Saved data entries

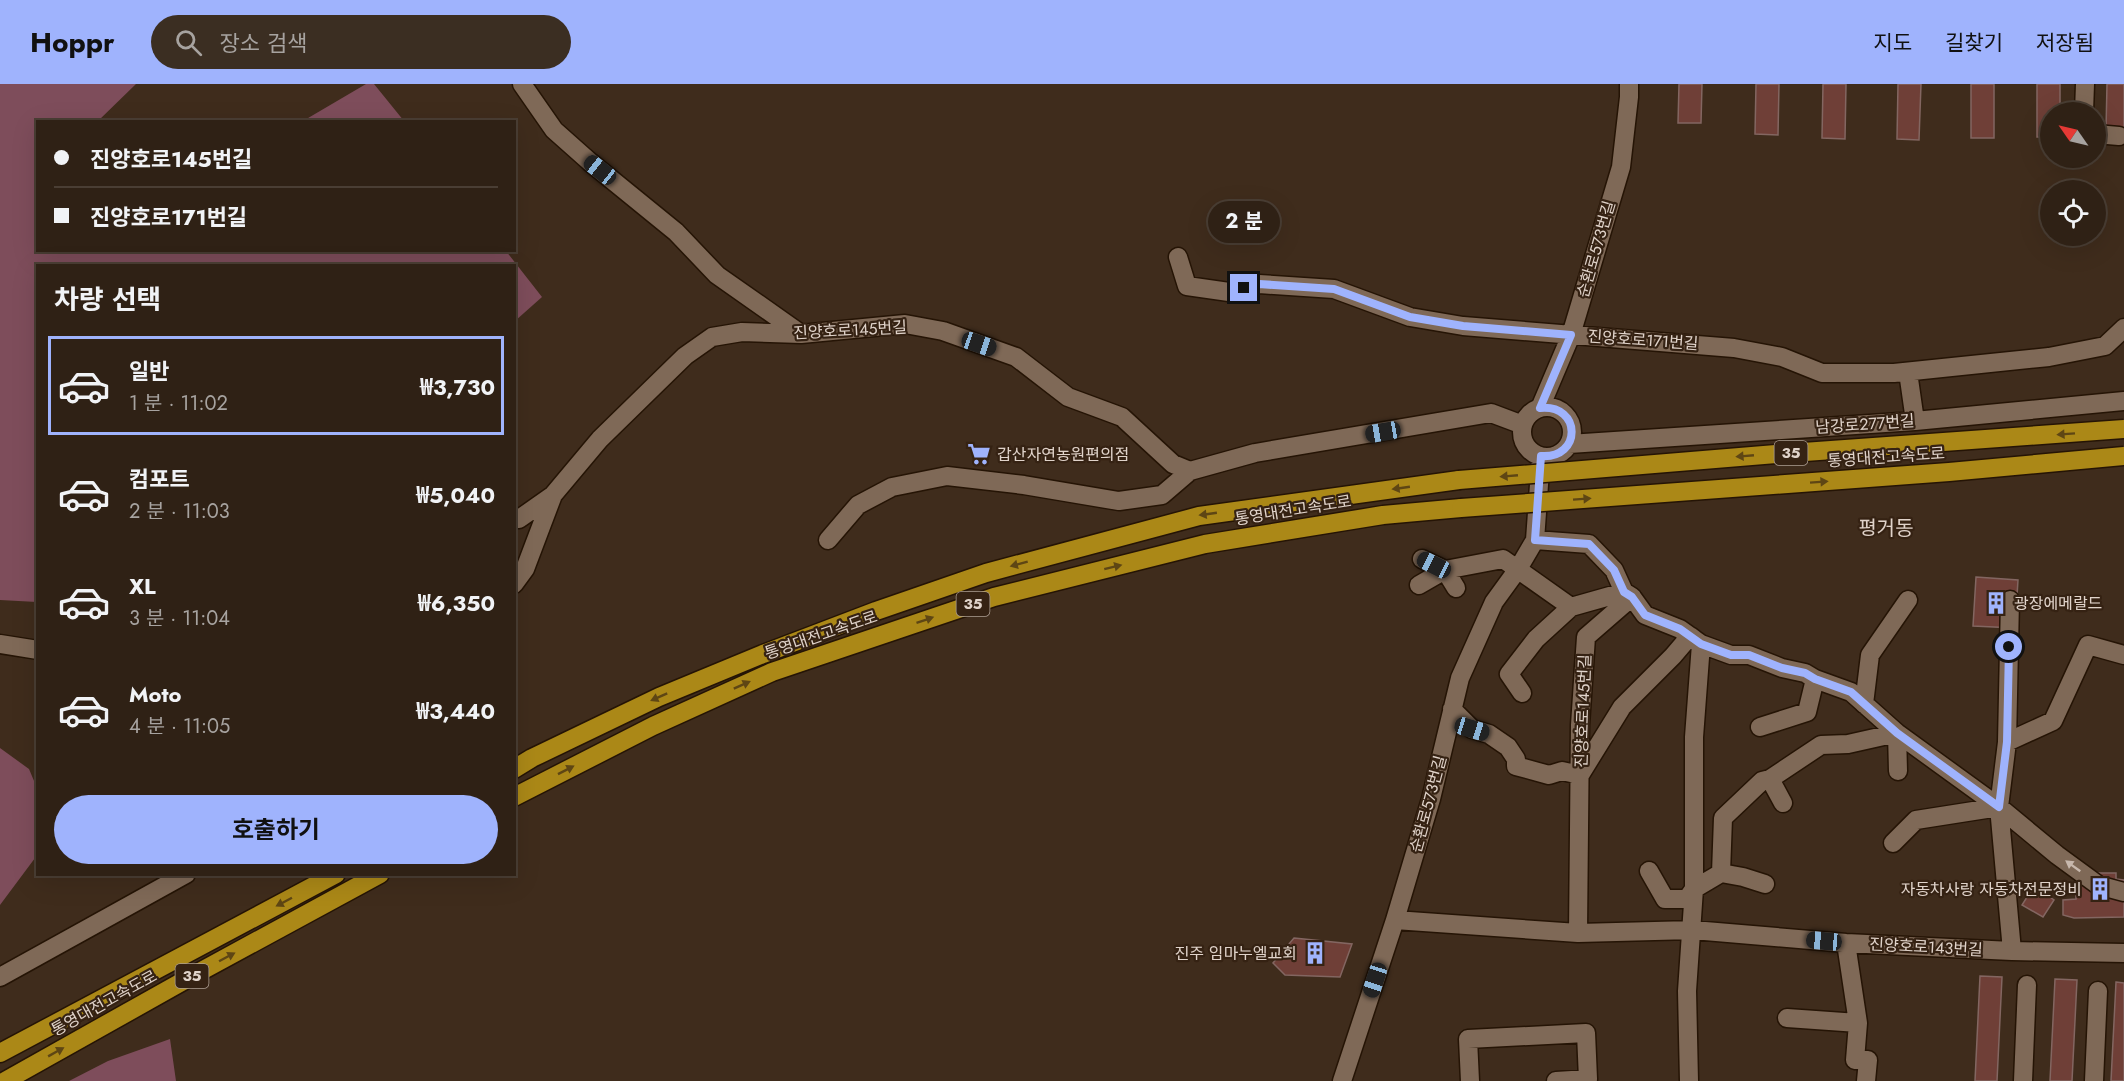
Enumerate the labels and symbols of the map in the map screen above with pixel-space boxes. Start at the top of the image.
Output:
north arrow [2040,102,2106,168]
car [580,152,620,188]
street label: 순환로573번길 [1571,198,1621,300]
callout: 2 분 [1208,201,1280,243]
route end [1230,274,1257,301]
street label: 진양호로145번길 [793,316,907,344]
street label: 진양호로171번길 [1587,325,1699,355]
car [959,330,999,358]
street label: 남강로277번길 [1815,409,1915,439]
car [1364,420,1402,444]
one-way arrow [2056,429,2075,438]
supermarket icon: 갑산자연농원편의점 [966,441,992,467]
road number: 35 [1774,441,1808,465]
street label: 통영대전고속도로 [1826,441,1946,473]
place label: 갑산자연농원편의점 [997,443,1129,466]
one-way arrow [1736,451,1755,461]
one-way arrow [1500,471,1519,480]
one-way arrow [1809,477,1828,486]
one-way arrow [1392,483,1411,492]
street label: 통영대전고속도로 [1233,489,1353,531]
one-way arrow [1573,494,1592,504]
one-way arrow [1198,510,1217,519]
district label: 평거동 [1858,514,1914,543]
car [1414,549,1454,581]
one-way arrow [1010,560,1028,569]
one-way arrow [1104,562,1122,572]
building icon: 광장에메랄드 [1983,590,2009,616]
road number: 35 [956,592,990,616]
place label: 광장에메랄드 [2014,592,2102,615]
street label: 통영대전고속도로 [762,605,881,665]
one-way arrow [916,615,934,624]
route start [1995,633,2022,660]
street label: 진양호로145번길 [1570,654,1596,768]
one-way arrow [733,681,750,690]
one-way arrow [650,692,668,702]
car [1452,715,1492,743]
street label: 순환로573번길 [1404,753,1452,855]
one-way arrow [558,765,575,775]
one-way arrow [2065,860,2081,872]
building icon: 자동차사랑 자동차전문정비 [2087,876,2113,902]
place label: 자동차사랑 자동차전문정비 [1901,878,2082,901]
one-way arrow [276,897,293,907]
car [1805,930,1843,952]
street label: 진양호로143번길 [1869,933,1983,961]
building icon: 진주 임마누엘교회 [1302,940,1328,966]
place label: 진주 임마누엘교회 [1174,942,1297,965]
one-way arrow [218,952,235,962]
car [1361,960,1389,1000]
street label: 통영대전고속도로 [47,964,161,1042]
road number: 35 [176,964,208,988]
one-way arrow [48,1047,65,1057]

Exercise instructions => Copy every line from the records that holds the string "임마누엘교회".

Result for this task =>
building icon: 진주 임마누엘교회 [1302,940,1328,966]
place label: 진주 임마누엘교회 [1174,942,1297,965]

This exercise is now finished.